Chinese experts have developed a "digital farming" technology to help herdsmen monitor their pastures, and manage livestock accurately.
More than 75 percent of China's pastures are located in the arid area of north China and the Qinghai-Tibet alpine region in west China, home to about 8.37 million people, most of them ethnic minorities.
Farming these pastures used to be very inefficient, as herdsmen could not get timely and accurate information about the grasslands and moving livestock.
Technologists from the Institute of Agricultural Resources and Regional Planning of the Chinese Academy of Agricultural Sciences (CAAS) developed a digital farming system, providing monthly information about grass growth, grassland yield and regional droughts.

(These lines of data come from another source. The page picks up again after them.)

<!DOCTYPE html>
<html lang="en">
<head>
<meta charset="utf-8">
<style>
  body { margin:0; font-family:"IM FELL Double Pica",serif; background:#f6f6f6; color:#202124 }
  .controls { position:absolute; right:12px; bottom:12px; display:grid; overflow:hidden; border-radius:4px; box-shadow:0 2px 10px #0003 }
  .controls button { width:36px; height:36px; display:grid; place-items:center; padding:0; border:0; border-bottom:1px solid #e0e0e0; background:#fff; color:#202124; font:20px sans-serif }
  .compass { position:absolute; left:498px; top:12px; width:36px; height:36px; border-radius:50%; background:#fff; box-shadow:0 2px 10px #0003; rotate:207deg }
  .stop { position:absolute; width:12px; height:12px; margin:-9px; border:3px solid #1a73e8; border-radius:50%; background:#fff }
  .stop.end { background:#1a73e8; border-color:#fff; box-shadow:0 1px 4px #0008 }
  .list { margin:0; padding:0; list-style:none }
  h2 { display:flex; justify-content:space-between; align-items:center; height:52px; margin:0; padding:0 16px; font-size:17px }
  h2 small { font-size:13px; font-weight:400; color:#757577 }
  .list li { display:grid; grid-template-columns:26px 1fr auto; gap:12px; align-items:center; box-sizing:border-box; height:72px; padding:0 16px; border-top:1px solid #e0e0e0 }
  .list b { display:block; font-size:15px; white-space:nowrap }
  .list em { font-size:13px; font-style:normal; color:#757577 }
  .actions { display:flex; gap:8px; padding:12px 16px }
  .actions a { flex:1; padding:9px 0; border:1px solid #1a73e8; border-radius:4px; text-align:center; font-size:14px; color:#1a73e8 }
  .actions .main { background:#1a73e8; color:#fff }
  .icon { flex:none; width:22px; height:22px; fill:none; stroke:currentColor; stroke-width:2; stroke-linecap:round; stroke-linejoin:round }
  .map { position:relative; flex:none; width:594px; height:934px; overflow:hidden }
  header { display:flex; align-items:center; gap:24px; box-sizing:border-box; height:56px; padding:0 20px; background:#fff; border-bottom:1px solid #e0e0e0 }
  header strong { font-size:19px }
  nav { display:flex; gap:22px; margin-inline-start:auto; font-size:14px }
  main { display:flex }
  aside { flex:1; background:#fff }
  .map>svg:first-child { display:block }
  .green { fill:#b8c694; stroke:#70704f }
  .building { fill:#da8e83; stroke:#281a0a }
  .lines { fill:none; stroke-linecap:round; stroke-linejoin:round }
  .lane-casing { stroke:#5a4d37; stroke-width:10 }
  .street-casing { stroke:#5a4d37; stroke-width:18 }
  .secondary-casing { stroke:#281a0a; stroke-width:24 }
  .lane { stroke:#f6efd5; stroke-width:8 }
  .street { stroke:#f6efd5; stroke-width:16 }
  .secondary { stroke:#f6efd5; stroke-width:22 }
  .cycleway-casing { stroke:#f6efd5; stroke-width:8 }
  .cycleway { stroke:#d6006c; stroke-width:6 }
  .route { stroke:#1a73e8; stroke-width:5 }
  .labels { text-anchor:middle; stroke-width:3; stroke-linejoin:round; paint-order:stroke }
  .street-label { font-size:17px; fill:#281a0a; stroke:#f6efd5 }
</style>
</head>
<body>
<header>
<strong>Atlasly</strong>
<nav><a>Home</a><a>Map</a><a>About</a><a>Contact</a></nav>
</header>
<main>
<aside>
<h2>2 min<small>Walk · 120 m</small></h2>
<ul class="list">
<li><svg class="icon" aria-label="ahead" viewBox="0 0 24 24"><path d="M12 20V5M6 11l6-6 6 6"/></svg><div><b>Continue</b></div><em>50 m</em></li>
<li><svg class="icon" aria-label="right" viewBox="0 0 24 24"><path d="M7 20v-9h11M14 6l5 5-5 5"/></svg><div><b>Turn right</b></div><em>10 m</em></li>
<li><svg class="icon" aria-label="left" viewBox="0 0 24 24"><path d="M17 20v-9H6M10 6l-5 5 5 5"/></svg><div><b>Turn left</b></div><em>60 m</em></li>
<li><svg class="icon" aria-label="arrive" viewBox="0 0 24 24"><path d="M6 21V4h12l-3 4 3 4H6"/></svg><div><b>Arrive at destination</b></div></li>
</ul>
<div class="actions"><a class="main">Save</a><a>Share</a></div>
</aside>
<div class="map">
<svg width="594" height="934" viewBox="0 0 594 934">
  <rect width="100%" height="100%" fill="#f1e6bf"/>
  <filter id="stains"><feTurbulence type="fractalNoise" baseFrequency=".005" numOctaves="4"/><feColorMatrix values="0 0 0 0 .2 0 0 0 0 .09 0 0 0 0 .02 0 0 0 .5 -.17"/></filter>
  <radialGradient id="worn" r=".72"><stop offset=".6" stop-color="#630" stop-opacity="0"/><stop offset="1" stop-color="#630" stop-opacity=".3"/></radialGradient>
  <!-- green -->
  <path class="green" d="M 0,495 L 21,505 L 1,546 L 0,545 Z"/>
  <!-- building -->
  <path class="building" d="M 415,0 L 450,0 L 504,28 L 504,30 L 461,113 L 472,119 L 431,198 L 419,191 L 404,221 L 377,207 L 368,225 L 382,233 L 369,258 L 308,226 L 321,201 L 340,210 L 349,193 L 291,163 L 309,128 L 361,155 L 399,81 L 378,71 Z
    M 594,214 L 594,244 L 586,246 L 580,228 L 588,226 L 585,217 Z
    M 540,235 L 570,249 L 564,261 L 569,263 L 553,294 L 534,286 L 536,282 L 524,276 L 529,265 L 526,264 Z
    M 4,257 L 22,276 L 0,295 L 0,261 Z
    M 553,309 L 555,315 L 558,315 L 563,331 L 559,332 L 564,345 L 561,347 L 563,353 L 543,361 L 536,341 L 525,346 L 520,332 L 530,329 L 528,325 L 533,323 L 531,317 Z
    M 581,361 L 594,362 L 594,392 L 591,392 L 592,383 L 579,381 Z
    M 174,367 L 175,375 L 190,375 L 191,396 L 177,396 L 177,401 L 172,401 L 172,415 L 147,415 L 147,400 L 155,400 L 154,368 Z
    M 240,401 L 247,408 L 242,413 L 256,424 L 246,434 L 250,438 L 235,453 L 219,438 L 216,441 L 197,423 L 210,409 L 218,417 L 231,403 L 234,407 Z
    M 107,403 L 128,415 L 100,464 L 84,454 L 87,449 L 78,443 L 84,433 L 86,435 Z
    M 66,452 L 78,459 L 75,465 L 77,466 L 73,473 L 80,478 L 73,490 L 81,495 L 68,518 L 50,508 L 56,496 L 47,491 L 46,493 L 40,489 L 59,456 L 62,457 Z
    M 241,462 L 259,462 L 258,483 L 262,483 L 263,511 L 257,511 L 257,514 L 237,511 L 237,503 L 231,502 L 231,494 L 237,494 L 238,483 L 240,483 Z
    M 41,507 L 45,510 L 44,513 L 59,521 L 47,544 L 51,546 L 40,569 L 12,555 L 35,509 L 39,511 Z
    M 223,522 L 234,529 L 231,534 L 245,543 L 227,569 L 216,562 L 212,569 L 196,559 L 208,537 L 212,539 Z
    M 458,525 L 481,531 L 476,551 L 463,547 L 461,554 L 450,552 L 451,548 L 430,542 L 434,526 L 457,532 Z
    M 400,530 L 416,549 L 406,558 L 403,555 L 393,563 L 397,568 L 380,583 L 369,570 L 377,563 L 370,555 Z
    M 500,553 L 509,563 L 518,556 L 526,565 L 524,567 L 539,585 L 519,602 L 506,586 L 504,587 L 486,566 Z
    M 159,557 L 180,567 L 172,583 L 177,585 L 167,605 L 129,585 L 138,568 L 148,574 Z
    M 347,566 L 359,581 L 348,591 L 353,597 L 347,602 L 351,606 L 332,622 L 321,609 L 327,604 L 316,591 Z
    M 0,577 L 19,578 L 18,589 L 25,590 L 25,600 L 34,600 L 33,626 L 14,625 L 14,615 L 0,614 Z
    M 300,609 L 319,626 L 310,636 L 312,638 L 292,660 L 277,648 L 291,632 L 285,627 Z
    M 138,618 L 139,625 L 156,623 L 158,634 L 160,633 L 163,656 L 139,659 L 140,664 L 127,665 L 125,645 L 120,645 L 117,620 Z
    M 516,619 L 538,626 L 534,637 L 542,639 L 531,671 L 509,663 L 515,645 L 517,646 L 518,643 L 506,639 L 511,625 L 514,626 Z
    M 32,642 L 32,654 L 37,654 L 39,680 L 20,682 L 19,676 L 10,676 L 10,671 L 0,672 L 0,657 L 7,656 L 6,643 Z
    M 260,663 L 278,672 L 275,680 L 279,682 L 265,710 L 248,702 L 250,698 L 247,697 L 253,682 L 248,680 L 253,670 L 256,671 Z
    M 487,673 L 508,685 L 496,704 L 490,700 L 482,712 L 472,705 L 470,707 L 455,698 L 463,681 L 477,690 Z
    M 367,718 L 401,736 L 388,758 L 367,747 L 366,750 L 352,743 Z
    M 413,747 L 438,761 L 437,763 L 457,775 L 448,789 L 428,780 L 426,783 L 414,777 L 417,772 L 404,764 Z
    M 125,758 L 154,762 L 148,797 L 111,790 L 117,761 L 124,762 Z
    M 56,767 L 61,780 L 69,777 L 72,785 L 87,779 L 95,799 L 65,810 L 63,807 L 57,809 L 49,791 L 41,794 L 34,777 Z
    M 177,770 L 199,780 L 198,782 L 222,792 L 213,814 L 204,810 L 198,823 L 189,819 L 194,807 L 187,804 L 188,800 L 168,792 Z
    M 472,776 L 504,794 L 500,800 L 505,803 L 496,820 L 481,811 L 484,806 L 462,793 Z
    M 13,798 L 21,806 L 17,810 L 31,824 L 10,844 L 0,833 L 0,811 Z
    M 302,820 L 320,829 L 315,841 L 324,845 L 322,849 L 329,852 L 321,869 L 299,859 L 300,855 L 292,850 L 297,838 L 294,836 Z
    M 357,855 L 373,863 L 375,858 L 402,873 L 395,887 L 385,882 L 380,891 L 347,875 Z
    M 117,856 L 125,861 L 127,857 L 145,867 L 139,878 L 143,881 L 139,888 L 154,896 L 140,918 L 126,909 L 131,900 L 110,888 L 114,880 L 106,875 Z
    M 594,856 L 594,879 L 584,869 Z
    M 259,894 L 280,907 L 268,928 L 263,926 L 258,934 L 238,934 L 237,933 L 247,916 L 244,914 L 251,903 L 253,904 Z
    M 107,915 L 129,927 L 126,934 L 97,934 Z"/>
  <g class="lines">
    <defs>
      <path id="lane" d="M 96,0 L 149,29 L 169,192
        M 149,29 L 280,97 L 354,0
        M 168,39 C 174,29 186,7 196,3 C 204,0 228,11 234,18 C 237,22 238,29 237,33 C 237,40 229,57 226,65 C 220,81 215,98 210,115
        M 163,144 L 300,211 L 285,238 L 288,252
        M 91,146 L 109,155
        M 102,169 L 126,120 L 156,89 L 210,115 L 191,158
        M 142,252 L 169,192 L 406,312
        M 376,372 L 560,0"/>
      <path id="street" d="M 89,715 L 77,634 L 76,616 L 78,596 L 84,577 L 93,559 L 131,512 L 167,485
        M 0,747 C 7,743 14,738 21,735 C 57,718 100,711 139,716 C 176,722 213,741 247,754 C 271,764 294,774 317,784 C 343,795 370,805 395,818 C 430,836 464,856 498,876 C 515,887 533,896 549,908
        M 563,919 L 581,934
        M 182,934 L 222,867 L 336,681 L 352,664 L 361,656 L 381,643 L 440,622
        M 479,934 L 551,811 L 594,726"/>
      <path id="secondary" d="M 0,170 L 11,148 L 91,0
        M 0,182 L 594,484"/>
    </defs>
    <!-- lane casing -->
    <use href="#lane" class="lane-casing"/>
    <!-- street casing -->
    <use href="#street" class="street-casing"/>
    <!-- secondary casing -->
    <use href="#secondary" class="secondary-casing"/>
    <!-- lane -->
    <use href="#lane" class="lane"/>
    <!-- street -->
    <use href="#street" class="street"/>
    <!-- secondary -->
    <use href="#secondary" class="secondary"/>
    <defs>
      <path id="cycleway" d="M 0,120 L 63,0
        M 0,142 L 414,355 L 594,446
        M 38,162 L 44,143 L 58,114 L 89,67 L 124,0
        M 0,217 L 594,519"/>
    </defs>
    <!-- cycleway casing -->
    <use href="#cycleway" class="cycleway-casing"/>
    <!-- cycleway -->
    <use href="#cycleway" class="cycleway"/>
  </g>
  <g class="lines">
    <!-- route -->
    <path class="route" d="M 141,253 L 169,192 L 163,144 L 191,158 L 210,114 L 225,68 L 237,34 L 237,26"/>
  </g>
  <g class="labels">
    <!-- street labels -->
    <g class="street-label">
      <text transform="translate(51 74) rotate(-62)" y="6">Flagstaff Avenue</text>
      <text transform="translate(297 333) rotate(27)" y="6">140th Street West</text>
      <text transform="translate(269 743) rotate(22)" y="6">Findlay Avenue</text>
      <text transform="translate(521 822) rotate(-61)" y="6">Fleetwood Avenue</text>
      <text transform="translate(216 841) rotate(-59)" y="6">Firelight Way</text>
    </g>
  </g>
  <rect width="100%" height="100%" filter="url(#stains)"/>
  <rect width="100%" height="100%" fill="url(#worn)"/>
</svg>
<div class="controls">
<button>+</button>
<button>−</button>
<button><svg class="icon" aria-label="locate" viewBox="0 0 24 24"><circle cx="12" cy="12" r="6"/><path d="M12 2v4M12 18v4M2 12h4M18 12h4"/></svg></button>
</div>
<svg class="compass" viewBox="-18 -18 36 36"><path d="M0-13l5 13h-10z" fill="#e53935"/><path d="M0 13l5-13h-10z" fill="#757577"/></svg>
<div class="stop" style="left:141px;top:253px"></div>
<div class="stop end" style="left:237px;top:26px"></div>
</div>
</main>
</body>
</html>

They have also developed technologies and a smart phone app that could help farmers obtain real-time information about the behavior and diets of their livestock, reports Xinhua.
The system could also help plan ranch production and precision feeding.
The technology has been applied in more than 90 counties, and is helping to restore the degraded grassland and improve farmers' incomes. The vegetation coverage of the pastures has increased by 10 percent to 30 percent. And the death rate of the livestock has decreased by 0.5 percent to 1.5 percent.
The technology was introduced at the Forum 2019 on Science and Technology for Agricultural and Rural Development in China, held in Nanjing, capital of east China's Jiangsu Province.